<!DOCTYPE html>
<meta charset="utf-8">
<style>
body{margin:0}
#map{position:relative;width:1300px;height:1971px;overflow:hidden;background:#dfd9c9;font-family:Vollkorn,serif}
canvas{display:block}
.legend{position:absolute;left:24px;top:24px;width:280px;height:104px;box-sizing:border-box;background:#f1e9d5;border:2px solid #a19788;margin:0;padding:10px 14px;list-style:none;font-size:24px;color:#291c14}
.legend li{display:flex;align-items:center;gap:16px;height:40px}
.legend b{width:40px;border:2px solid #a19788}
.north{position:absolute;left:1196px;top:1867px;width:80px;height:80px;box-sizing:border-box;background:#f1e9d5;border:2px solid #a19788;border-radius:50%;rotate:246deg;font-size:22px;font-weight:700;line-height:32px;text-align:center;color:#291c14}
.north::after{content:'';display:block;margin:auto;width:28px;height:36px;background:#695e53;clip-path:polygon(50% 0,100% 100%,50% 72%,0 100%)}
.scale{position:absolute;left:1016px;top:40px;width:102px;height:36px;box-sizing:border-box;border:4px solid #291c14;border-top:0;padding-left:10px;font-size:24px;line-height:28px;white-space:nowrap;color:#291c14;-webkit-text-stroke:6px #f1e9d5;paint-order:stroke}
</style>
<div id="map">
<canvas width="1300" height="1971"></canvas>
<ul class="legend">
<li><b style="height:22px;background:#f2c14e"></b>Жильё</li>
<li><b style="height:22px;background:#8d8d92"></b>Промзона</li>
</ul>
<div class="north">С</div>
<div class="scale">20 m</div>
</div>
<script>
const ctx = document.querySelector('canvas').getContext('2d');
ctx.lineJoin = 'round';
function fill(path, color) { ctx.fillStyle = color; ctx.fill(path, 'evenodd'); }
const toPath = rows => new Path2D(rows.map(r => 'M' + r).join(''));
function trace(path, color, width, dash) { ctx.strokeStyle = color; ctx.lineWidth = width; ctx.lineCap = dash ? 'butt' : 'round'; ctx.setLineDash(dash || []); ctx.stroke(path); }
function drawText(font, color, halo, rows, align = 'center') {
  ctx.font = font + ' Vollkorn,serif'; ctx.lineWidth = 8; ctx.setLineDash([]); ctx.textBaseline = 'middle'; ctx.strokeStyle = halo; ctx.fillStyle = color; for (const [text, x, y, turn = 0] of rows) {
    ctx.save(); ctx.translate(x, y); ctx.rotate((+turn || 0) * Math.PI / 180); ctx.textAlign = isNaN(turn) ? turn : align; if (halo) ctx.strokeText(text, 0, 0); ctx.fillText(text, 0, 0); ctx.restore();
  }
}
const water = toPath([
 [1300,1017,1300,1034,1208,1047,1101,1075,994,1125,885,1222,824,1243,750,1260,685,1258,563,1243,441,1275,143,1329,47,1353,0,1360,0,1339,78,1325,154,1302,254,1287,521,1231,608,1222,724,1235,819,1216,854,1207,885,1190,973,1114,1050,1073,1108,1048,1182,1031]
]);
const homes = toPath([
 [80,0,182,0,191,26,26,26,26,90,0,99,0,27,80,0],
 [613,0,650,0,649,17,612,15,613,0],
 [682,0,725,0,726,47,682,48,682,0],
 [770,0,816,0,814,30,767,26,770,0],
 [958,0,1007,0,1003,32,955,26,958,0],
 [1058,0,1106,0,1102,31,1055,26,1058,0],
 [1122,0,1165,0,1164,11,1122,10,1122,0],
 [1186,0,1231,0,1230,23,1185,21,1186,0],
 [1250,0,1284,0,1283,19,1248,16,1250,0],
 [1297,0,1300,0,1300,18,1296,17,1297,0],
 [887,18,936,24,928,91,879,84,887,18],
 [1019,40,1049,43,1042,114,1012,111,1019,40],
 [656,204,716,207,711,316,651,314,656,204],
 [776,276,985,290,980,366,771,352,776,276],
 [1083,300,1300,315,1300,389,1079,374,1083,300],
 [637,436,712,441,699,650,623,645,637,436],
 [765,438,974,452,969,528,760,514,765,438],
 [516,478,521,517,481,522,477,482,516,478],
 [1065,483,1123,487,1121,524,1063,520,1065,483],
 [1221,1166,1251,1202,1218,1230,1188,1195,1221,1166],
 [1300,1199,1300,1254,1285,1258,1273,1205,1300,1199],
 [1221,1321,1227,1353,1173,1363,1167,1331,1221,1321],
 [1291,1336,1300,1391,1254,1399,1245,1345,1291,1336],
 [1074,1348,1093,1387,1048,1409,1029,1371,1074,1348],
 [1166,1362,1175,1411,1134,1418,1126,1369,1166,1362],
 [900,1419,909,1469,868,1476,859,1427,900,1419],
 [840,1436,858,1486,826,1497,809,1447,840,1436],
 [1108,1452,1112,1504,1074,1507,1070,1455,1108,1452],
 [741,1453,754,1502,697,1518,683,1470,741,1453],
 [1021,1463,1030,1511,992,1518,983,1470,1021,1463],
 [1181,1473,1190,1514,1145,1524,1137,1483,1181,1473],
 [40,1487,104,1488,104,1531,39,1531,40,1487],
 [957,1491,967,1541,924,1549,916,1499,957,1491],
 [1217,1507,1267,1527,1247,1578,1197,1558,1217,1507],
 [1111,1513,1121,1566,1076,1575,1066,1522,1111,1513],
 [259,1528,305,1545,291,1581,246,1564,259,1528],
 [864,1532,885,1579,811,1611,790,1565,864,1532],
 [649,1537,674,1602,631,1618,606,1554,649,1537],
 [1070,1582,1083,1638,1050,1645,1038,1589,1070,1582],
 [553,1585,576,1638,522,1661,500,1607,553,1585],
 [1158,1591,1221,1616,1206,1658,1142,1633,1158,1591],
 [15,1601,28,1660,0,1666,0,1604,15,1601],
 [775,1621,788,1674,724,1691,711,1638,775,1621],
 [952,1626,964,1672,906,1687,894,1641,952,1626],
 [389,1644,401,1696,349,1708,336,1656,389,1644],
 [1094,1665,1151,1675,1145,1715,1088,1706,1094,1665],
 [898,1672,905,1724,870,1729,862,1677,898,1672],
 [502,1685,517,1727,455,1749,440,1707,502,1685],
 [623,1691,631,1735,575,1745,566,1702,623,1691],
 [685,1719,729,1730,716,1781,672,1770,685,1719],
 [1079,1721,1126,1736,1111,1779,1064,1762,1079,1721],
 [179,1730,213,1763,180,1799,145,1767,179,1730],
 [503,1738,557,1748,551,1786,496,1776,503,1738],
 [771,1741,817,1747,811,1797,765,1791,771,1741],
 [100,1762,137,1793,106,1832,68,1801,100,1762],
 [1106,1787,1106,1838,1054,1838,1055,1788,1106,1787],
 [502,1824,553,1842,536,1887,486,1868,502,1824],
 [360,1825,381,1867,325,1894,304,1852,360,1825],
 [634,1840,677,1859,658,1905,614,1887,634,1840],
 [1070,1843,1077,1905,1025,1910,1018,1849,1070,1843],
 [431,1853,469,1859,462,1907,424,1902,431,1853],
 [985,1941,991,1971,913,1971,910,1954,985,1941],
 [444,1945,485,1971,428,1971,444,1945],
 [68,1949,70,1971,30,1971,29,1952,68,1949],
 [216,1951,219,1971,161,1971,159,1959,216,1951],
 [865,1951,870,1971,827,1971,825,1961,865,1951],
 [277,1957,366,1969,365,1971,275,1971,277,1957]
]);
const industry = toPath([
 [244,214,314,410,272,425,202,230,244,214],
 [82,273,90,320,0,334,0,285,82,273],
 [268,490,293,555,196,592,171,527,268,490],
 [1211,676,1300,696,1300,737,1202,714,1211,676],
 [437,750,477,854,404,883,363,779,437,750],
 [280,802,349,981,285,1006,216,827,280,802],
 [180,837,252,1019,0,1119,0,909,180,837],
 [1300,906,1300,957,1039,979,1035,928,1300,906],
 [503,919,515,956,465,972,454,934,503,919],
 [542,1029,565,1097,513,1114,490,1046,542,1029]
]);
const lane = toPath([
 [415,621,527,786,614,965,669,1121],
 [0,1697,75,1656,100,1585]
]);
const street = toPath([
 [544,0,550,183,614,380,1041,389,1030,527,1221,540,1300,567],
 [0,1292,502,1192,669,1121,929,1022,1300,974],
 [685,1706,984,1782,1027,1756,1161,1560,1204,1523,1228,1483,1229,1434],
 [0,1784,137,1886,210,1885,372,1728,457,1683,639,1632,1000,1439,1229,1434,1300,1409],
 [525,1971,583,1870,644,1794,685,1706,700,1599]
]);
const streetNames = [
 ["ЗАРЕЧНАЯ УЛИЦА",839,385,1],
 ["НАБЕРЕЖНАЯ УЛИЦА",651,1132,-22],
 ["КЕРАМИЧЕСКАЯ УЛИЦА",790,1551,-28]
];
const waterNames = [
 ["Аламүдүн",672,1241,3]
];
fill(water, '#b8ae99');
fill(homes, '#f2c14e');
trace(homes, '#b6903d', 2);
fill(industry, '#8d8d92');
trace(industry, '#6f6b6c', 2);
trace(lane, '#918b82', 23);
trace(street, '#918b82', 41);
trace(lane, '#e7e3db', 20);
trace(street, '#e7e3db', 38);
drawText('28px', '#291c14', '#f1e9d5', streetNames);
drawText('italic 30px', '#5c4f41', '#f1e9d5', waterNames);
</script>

§ WHAT TO DO
Copy out each line of the listing that contains the word "Vollkorn".

§ PROBLEM SOLUTION
#map{position:relative;width:1300px;height:1971px;overflow:hidden;background:#dfd9c9;font-family:Vollkorn,serif}
  ctx.font = font + ' Vollkorn,serif'; ctx.lineWidth = 8; ctx.setLineDash([]); ctx.textBaseline = 'middle'; ctx.strokeStyle = halo; ctx.fillStyle = color; for (const [text, x, y, turn = 0] of rows) {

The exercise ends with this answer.